You can walk around where I am now in Old Havana and you will not find a tourist here. You go to the beaches, they are virtually empty.

There are so few tourists coming in here and Cuba is running on fumes at this point. The government thought they would have been able to open by

now, they have not been able to and they say that they will make up the difference. They will vaccinate what they have to do the rest of this

island. Go ahead, Richard.

QUEST: Yes, I just wanted to say -- let's take that though. Most of the visitors, I mean, the tourist industry was difficult to begin with

originally because of the embargo. The U.S. decides to start coming in and it increases. So, where do they expect tourists to come from?

OPPMANN: Right now, you have a lot of tourists coming from Russia, and right now, when they land as you said, they have to have a PCR test, they

have to stay in the hotel until they get a negative PCR test result back.

It's not a very pleasant vacation experience. So, they are hoping by waiving the PCR test requirement, by showing that people are vaccinated,

they will be able to begin to attract tourists from places like Canada, the traditional tourist market, and that that will come back.

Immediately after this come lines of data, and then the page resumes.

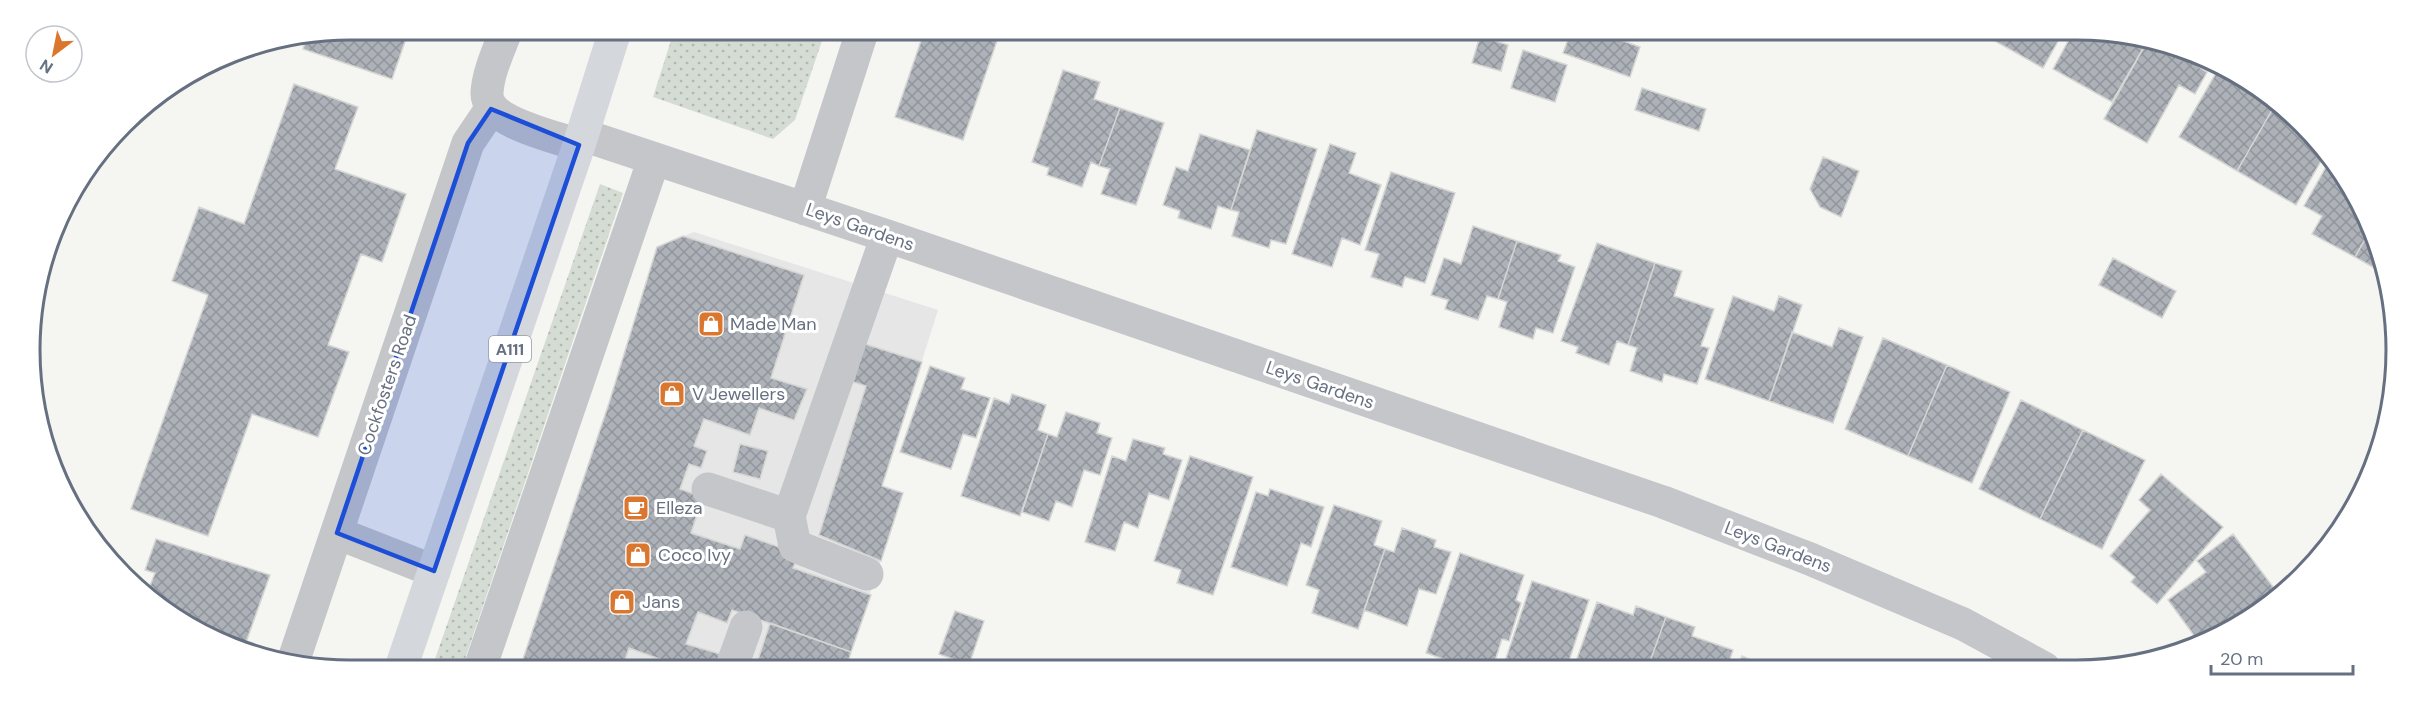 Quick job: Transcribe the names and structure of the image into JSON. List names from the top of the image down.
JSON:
{
  "streets": {
    "main road": ["A111"],
    "street": ["Leys Gardens", "Cockfosters Road"]
  },
  "crossings": [
    ["Leys Gardens", "A111"]
  ],
  "places": {
    "shop": [
      "Made Man",
      "V Jewellers",
      "Coco Ivy",
      "Jans"
    ],
    "cafe": ["Elleza"]
  },
  "scale_bar": "20 m",
  "north": "bottom left"
} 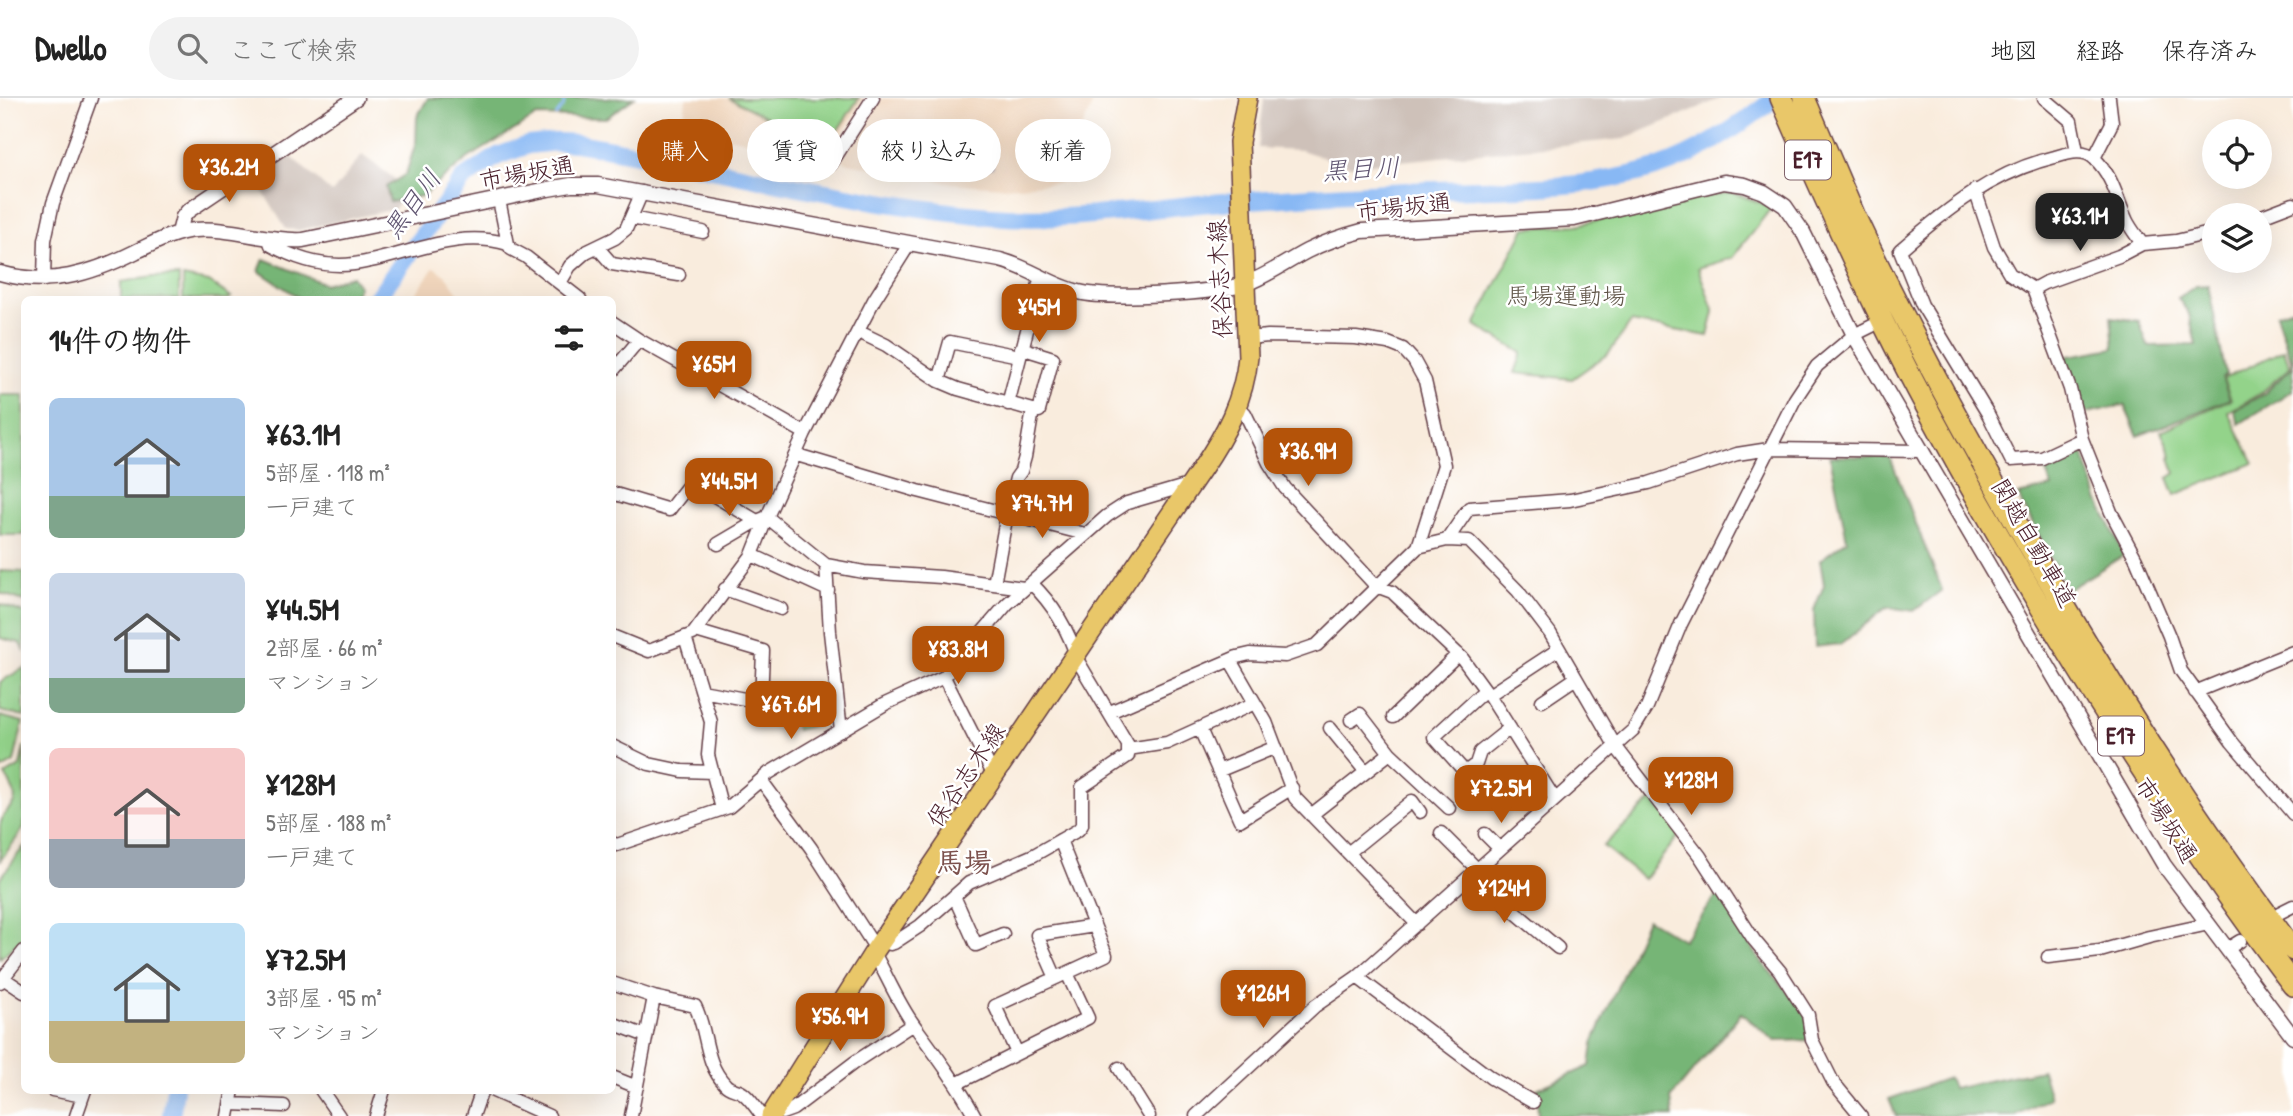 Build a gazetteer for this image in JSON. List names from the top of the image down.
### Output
{
  "streets": {
    "highway": ["E17", "関越自動車道"],
    "main road": ["保谷志木線"],
    "street": ["市場坂通"]
  },
  "crossings": [
    ["市場坂通", "保谷志木線"]
  ],
  "districts": ["馬場"],
  "water": ["黒目川"],
  "parks": ["馬場運動場"],
  "page": {
    "header": "Dwello",
    "search": "ここで検索",
    "nav": ["地図", "経路", "保存済み"],
    "chip": [
      "購入",
      "賃貸",
      "絞り込み",
      "新着"
    ],
    "price": [
      "¥36.2M",
      "¥63.1M",
      "¥45M",
      "¥65M",
      "¥36.9M",
      "¥44.5M",
      "¥74.7M",
      "¥83.8M",
      "¥67.6M",
      "¥128M",
      "¥72.5M",
      "¥124M",
      "¥126M",
      "¥56.9M"
    ],
    "heading": "14件の物件",
    "list": [
      {
        "name": "¥63.1M",
        "note": "5部屋 · 118 m² · 一戸建て"
      },
      {
        "name": "¥44.5M",
        "note": "2部屋 · 66 m² · マンション"
      },
      {
        "name": "¥128M",
        "note": "5部屋 · 188 m² · 一戸建て"
      },
      {
        "name": "¥72.5M",
        "note": "3部屋 · 95 m² · マンション"
      }
    ]
  }
}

OPPMANN: It's not going to come back very quickly, though, Richard. And the big problem they have to do is they still have over half this island to

vaccinate. They think they can get it done in two months that seems overly optimistic based on how it's going. And yet, there are really no good

choices here, Richard, as with so many other places in the Caribbean that depend on tourism. It's either open or die. And when they've opened in the

past, we've seen an explosion in new cases. That's not very good for business either.

QUEST: You've summed it up perfectly. Patrick Oppmann, who is in Havana, thank you, sir.

Stay with travel. If you want to hop on a flight from London to New York, well, there could be a cheaper option coming, if it gets into the sky. A

new airline is getting ready to launch in the midst of the pandemic. It's got quite a lot of experienced people behind it, but will the model fly?

And I don't mean the plane model -- will their economic model fly? After the break.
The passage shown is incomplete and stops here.